╭─ Material for this exercise
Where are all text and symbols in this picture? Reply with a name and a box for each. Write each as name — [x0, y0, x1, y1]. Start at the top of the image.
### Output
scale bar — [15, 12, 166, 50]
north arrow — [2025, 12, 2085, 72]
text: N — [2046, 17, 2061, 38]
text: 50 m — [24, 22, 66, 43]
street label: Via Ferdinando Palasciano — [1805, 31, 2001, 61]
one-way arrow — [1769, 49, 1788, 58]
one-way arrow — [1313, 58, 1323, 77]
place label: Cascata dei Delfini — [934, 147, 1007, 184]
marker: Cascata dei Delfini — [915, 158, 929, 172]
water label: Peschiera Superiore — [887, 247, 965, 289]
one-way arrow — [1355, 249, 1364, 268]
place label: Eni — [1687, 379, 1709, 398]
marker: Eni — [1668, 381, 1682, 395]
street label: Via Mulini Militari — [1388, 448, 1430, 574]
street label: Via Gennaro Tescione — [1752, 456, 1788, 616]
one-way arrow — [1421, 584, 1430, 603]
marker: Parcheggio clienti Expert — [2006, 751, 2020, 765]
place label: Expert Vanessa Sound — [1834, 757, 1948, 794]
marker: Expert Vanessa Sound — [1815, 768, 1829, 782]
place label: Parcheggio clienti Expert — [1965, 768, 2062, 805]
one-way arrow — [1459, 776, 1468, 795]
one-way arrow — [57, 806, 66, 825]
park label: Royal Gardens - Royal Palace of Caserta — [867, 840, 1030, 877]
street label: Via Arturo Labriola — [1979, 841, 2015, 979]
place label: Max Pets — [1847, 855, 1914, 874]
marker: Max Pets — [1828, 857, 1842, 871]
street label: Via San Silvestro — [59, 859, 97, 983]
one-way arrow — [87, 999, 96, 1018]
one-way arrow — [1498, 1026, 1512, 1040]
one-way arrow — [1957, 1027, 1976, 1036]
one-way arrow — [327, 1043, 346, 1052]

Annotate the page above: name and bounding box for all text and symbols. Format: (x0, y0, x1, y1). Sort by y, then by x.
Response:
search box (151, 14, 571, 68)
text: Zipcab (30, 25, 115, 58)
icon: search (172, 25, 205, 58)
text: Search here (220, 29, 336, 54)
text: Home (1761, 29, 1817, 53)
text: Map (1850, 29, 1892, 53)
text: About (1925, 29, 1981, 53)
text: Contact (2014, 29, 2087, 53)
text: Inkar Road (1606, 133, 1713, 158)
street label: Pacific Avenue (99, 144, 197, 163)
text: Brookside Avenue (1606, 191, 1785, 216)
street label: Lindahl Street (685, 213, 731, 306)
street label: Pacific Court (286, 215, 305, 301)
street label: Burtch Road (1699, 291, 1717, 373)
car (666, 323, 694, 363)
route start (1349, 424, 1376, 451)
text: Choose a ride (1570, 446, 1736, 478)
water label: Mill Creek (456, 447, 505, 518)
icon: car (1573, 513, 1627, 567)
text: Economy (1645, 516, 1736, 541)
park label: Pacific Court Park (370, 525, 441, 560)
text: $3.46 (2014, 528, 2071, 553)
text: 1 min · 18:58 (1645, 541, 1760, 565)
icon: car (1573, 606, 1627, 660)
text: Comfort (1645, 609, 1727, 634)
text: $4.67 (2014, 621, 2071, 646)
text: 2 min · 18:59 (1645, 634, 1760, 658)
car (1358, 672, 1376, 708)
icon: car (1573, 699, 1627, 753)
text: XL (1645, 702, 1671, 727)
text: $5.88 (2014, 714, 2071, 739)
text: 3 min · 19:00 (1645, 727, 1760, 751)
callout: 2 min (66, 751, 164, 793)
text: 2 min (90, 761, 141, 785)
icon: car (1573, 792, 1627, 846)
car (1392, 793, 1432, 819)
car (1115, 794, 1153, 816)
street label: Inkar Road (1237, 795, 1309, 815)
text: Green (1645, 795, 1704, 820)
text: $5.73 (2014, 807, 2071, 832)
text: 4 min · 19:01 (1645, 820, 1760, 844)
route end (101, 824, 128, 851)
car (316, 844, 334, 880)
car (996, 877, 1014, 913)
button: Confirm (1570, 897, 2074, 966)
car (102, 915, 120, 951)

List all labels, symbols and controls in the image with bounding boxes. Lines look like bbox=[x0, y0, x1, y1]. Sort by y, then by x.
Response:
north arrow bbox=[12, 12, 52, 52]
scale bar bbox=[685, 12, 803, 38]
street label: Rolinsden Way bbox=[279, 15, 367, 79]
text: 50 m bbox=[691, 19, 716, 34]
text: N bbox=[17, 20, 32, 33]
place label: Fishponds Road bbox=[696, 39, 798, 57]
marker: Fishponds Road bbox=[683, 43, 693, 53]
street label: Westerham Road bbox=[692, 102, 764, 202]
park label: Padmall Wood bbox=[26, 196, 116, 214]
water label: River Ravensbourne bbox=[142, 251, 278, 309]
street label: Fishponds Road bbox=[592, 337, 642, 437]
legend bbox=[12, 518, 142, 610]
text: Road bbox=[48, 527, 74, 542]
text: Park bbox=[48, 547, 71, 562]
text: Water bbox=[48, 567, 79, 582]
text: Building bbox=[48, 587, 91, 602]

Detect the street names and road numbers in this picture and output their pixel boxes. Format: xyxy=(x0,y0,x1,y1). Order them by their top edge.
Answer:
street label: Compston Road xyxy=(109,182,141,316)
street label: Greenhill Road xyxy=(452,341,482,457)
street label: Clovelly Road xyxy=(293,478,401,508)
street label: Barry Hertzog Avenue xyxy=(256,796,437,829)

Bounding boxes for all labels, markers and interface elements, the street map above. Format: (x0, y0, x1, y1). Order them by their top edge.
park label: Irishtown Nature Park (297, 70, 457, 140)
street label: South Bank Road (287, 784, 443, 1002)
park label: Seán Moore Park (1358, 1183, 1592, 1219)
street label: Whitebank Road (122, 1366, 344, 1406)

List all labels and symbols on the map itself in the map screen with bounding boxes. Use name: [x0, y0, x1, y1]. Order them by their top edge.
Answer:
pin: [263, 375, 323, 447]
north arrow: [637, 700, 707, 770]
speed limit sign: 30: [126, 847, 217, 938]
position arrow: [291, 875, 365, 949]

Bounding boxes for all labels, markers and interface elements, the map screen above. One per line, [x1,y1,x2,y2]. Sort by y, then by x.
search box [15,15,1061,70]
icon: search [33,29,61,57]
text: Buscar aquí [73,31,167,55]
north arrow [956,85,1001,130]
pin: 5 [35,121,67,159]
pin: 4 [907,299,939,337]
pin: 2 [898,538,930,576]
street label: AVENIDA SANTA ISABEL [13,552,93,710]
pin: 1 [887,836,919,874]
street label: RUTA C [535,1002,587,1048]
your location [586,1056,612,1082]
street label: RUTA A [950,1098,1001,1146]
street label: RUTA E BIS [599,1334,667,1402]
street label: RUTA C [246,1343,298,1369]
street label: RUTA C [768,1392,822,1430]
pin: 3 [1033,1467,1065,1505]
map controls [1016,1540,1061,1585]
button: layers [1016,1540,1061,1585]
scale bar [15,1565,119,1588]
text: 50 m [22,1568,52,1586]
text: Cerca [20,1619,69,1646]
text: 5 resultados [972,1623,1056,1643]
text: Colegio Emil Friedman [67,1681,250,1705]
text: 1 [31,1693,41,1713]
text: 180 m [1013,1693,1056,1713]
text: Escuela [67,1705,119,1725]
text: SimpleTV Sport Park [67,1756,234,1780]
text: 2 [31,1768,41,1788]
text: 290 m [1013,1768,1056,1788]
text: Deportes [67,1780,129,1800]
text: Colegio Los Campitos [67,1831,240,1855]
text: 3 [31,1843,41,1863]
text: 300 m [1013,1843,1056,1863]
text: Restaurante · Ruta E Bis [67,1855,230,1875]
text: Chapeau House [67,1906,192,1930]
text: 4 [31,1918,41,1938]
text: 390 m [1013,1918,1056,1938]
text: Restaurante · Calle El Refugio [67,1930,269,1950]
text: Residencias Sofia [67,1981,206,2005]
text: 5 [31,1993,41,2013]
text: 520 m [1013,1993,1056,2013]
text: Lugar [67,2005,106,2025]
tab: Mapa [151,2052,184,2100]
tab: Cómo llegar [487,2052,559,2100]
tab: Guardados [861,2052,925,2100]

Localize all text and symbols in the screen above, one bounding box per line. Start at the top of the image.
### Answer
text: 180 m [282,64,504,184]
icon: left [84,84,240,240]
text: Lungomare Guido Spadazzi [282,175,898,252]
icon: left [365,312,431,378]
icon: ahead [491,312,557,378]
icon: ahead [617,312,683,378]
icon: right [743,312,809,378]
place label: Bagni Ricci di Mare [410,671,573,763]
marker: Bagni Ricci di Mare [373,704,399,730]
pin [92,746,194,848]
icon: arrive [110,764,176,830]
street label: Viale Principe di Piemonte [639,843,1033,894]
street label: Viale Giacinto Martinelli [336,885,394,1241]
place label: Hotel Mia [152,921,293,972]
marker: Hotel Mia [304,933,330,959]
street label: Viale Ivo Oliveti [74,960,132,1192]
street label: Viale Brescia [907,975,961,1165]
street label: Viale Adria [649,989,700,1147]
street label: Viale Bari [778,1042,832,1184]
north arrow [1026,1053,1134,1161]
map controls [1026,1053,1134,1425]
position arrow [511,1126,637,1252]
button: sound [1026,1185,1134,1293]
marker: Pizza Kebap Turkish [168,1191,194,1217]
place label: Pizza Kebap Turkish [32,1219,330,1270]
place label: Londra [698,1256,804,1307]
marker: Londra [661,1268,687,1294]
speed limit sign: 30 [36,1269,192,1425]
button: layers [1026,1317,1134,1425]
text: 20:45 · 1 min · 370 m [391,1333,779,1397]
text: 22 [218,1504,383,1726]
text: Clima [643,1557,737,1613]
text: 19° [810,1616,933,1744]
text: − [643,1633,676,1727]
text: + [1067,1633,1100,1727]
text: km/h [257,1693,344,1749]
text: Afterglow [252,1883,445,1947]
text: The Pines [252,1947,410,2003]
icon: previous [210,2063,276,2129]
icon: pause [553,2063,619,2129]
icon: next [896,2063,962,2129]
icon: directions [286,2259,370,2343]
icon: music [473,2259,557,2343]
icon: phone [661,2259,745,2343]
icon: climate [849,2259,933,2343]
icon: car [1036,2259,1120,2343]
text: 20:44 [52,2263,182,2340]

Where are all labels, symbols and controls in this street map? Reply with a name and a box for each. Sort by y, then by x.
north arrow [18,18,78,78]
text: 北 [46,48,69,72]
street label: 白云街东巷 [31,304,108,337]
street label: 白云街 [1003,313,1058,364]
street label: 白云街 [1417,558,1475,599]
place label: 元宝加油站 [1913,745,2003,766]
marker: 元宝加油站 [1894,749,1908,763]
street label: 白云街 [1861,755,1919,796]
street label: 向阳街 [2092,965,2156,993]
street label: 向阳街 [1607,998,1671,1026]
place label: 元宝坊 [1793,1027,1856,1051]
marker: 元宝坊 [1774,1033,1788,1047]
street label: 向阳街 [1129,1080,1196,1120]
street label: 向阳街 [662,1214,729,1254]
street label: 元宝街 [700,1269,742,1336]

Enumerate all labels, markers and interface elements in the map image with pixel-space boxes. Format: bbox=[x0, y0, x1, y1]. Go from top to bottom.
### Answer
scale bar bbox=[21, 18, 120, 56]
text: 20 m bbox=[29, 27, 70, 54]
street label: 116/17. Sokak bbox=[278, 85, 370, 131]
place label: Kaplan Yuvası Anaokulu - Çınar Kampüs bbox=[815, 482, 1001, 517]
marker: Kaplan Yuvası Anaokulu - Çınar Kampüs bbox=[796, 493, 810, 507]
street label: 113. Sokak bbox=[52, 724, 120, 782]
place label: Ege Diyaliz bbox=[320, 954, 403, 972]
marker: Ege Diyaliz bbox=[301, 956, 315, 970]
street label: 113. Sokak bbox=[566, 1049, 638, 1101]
╰─
* [Work instructions] Copy each line containing the word "pixel" from the data.

* [Solved exercise]
Detect the street names and road numbers in this picture and output their pixel boxes. Format: xyxy=(x0,y0,x1,y1). Order them by their top edge.
Enumerate all labels, markers and interface elements in the map image with pixel-space boxes. Format: bbox=[x0, y0, x1, y1]. Go from top to bottom.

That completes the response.